Um dos maiores problemas identificados naquele momento era a forma desregrada e, por vezes, inconsequente, com que muitas das empresas de produtos e serviços destinados ao consumo infantil usavam as mais variadas técnicas de publicidade para seduzir crianças no Brasil, causando toda sorte de problemas de estresse familiar e escolar. Por outro lado, era alentador saber que, se em vários outros países essa prática de sedução comercial não era permitida, nem tudo estava perdido.
De 2006 a 2014, foram muitos debates, embates, articulações e vontade de “fazer valer nossos valores essenciais para influir em nossas escolhas de vida”, de modo que a infância não se resuma a uma “possibilidade de negócio, mas a possibilidade de um mundo melhor”, como procurei sintetizar da fala de Ana Lúcia Villela, fundadora e presidente do Alana, em um artigo intituladoSociabilidade Infantil (DN, 01/04/2006). Nesse período, o Instituto, com apoio do Ministério Público, obteve muitas conquistas para deter excessos do mercado na relação com a infância, em ações envolvendo retiradas de comerciais do ar e multas inibidoras.

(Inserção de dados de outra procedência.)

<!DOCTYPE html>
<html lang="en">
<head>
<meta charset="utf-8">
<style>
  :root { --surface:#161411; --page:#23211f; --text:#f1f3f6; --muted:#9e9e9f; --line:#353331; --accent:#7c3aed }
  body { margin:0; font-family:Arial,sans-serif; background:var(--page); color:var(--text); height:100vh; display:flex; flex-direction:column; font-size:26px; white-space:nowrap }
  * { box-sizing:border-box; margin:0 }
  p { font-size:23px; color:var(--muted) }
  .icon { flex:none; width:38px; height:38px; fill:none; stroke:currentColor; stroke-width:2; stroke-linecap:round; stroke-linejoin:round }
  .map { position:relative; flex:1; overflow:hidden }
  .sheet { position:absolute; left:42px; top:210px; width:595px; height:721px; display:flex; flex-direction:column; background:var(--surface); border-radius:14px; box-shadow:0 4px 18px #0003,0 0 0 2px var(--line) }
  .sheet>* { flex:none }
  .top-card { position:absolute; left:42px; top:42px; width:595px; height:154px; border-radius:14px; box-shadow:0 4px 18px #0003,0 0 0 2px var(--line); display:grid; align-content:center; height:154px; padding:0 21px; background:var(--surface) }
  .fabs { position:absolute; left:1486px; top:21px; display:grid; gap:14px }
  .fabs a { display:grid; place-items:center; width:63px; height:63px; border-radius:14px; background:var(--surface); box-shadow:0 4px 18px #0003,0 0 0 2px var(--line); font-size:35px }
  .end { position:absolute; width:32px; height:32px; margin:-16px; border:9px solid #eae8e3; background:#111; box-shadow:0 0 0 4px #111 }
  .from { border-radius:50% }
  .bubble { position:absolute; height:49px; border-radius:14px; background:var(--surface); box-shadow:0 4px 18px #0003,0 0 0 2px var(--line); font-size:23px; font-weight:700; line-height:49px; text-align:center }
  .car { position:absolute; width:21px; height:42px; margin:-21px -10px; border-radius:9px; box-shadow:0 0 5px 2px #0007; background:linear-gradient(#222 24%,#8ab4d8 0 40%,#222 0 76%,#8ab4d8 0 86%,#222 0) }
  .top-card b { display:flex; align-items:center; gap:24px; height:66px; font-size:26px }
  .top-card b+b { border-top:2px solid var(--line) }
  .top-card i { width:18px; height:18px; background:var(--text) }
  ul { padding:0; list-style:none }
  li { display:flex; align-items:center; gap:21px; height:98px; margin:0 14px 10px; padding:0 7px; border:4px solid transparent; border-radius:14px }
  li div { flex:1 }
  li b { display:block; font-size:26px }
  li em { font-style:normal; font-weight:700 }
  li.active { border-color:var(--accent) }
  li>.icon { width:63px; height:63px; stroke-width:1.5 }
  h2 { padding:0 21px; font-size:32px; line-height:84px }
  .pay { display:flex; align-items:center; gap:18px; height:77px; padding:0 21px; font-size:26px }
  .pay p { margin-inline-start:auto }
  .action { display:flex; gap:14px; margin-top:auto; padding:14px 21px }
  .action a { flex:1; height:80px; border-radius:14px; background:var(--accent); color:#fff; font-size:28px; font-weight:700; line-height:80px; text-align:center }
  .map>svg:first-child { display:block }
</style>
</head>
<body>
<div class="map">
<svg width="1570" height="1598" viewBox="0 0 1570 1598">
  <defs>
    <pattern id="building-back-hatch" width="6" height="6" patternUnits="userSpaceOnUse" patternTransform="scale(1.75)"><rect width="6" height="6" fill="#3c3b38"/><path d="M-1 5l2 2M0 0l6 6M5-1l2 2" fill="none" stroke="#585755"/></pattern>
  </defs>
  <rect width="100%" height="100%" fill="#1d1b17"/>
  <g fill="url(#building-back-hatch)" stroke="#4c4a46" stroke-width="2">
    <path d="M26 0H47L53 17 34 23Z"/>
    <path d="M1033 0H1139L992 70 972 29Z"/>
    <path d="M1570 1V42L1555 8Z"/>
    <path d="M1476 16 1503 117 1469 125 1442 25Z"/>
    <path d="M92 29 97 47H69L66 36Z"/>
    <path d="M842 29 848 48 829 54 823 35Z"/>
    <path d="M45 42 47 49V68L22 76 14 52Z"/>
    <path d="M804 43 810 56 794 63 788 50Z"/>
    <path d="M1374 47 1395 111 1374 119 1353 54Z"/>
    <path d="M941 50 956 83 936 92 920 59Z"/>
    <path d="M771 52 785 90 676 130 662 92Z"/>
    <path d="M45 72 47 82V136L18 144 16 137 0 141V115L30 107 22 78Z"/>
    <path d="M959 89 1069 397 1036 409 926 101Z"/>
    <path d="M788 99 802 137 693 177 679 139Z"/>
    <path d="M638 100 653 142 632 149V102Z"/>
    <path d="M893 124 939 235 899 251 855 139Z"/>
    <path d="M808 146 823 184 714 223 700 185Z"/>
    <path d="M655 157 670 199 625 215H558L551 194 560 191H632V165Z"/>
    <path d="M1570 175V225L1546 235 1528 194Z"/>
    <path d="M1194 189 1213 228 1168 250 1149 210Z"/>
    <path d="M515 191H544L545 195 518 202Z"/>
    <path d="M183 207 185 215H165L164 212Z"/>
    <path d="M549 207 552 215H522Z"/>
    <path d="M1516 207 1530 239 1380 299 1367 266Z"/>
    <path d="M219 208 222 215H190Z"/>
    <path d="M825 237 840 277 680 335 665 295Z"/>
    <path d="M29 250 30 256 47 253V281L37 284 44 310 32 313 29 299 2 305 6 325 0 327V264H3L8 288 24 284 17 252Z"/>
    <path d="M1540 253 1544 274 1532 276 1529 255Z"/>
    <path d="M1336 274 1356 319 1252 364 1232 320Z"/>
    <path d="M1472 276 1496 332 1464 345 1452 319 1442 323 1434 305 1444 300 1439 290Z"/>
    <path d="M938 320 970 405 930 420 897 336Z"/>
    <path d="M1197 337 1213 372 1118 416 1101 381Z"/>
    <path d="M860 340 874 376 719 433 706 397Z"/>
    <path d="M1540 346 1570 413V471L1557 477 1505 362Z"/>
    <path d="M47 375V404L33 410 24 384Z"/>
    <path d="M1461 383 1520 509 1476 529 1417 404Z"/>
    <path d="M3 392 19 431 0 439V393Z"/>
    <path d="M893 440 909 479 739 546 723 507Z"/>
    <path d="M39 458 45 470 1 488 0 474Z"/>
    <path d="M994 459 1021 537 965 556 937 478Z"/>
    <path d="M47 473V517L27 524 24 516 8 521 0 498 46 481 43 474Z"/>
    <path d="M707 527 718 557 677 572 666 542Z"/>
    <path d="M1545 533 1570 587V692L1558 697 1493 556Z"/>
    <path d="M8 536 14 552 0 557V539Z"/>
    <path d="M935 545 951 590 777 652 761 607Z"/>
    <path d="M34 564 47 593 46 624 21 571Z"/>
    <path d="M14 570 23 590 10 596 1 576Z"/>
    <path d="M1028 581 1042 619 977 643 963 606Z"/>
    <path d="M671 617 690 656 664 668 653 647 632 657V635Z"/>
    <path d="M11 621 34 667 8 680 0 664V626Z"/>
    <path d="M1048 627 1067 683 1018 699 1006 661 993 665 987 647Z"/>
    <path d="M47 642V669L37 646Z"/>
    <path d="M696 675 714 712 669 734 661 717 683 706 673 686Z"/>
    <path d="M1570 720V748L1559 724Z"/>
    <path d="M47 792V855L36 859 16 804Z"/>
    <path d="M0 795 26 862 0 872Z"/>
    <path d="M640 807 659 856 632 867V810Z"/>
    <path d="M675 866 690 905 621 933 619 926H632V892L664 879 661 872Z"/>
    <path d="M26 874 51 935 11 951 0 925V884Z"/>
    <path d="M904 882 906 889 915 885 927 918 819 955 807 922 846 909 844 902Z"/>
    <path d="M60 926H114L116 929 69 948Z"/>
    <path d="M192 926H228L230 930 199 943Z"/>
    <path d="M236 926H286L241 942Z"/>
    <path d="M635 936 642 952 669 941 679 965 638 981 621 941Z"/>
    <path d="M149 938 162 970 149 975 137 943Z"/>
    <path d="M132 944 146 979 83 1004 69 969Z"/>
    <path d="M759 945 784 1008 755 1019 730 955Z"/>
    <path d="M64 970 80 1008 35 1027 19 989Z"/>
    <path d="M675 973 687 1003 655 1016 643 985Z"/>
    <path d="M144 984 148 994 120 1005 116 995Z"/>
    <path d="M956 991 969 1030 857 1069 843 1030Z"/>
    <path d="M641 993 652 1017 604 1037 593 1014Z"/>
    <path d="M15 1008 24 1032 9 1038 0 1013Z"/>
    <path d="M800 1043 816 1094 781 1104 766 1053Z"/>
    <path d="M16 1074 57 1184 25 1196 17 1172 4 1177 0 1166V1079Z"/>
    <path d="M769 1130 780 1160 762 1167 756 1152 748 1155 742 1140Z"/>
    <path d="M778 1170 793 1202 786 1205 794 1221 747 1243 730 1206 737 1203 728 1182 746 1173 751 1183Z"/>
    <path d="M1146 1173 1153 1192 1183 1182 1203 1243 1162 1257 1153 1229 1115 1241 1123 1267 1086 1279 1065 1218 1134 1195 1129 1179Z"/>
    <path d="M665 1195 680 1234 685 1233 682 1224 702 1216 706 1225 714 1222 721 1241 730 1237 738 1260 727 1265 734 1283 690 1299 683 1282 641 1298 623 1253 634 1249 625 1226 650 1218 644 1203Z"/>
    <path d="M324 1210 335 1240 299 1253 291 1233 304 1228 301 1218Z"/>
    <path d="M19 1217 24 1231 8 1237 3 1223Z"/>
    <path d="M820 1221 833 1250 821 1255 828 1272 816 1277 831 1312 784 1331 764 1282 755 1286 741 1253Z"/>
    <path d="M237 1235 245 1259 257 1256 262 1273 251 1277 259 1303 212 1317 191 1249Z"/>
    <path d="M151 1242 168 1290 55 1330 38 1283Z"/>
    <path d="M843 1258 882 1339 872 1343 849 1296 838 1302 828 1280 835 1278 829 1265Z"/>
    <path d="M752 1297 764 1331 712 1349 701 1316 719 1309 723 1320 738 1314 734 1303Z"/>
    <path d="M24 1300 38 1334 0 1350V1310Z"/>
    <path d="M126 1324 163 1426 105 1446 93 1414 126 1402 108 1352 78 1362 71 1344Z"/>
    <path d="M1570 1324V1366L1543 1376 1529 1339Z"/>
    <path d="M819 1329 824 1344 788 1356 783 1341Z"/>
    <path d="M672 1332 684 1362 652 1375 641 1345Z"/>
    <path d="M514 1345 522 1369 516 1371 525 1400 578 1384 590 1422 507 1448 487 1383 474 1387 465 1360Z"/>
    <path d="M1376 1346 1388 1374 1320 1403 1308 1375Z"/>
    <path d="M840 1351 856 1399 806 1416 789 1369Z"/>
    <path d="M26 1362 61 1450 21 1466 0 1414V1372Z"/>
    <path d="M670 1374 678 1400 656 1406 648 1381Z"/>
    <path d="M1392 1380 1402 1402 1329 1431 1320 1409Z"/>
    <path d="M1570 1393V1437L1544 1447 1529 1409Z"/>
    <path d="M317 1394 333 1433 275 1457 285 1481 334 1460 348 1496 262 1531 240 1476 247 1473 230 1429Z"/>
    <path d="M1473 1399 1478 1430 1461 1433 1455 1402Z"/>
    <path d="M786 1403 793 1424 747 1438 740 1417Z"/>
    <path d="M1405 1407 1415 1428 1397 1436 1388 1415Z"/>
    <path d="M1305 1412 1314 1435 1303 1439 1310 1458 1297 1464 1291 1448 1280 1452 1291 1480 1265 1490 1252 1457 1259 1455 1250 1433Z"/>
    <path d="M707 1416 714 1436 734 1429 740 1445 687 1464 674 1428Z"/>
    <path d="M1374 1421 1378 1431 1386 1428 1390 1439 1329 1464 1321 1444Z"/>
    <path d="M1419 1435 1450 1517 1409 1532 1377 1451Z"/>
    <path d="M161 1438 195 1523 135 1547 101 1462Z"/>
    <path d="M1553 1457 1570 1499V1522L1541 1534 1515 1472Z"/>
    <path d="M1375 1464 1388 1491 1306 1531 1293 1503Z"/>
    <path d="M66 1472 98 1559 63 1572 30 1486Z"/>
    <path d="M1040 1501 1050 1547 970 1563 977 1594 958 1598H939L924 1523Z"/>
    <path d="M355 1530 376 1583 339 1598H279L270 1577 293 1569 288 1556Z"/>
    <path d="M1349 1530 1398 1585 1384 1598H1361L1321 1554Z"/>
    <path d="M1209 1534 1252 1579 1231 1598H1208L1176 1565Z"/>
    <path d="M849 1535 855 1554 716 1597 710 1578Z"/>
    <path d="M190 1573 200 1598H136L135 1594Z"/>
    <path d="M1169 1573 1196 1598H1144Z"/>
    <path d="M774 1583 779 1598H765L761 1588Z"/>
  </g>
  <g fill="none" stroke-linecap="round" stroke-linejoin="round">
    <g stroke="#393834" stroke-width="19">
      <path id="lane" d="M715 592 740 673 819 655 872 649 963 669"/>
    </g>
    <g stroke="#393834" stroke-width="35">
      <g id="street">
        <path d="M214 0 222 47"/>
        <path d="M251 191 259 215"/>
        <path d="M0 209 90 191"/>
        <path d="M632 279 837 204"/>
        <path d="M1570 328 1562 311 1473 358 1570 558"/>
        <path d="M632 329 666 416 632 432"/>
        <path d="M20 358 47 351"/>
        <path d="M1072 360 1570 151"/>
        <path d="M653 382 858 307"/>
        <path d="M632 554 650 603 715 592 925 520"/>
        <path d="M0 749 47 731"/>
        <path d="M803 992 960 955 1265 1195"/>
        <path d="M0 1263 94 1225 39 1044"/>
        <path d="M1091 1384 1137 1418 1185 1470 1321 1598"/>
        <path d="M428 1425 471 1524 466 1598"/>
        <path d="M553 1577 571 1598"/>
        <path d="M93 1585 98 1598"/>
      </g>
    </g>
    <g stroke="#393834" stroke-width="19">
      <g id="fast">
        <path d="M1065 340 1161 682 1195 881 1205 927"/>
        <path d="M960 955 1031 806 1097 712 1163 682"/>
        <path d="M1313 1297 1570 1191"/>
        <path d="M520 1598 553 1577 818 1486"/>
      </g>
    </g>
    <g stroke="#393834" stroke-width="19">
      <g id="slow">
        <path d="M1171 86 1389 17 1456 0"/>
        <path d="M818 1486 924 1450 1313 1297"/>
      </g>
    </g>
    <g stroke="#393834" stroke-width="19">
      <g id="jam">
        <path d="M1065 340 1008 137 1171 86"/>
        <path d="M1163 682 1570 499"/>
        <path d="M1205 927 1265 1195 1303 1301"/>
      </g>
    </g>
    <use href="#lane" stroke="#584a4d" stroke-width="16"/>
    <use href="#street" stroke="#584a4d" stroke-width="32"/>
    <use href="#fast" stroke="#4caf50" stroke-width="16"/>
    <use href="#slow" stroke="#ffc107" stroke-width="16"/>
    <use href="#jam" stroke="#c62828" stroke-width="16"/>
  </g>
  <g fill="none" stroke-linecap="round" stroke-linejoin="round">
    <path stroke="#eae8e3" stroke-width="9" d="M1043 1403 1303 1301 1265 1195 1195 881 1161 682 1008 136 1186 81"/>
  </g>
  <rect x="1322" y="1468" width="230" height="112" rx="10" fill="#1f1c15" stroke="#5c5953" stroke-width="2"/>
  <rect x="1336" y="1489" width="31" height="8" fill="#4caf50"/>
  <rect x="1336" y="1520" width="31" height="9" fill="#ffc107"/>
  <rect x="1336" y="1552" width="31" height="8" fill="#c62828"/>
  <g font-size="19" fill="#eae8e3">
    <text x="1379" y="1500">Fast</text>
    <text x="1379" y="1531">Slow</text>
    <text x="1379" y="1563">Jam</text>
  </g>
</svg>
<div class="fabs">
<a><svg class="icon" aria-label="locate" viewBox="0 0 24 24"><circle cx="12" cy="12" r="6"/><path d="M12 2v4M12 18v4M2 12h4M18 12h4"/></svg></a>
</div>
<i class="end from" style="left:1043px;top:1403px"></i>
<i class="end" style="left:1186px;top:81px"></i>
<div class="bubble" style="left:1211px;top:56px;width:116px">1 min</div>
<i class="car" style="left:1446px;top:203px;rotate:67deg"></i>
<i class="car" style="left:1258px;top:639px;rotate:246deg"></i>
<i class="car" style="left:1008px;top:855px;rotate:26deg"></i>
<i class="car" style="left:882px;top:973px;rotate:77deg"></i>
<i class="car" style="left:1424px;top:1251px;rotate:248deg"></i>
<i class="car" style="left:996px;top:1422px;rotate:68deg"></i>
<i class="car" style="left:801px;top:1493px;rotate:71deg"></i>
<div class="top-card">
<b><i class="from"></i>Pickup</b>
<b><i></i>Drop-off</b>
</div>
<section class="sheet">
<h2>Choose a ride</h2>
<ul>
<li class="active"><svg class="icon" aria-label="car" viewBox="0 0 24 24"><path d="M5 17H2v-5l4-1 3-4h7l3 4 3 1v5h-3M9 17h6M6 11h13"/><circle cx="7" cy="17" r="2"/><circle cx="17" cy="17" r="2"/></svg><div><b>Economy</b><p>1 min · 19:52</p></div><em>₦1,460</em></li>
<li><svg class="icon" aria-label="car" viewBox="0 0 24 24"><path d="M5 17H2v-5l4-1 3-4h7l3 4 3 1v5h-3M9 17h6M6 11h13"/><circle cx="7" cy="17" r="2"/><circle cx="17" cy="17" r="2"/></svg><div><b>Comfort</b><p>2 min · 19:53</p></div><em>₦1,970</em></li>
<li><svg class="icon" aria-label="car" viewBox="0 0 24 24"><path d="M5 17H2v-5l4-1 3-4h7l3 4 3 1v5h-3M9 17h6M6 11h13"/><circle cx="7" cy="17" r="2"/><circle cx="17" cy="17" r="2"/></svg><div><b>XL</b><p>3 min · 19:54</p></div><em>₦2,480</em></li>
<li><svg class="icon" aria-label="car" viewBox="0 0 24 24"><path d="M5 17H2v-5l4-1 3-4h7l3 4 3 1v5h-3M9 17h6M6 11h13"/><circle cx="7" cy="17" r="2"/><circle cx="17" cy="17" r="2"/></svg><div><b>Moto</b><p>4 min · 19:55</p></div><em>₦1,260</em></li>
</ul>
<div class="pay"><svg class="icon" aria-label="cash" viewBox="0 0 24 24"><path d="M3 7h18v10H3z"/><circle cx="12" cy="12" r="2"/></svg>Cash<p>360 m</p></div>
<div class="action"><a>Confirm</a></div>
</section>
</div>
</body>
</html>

Os avanços por uma infância livre de publicidade tiveram, entretanto, na sexta-feira passada (4), um dia histórico, quando foi publicada no Diário Oficial da União a norma que proíbe a publicidade dirigida à criança em todo território nacional. A Resolução nº 163 (13/03/2014) do Conselho Nacional dos Direitos da Criança e do Adolescente (Conanda) – órgão do qual o Alana faz parte, como uma das entidades da sociedade civil, ao lado de ministérios do governo federal – já está, portanto, em vigor, tipificando como abusiva essa prática de comunicação mercadológica em eventos, espaços públicos, páginas de internet, canais de televisão, creches, escolas (inclusive uniformes e materiais didáticos), pontos de venda e nas embalagens de produtos.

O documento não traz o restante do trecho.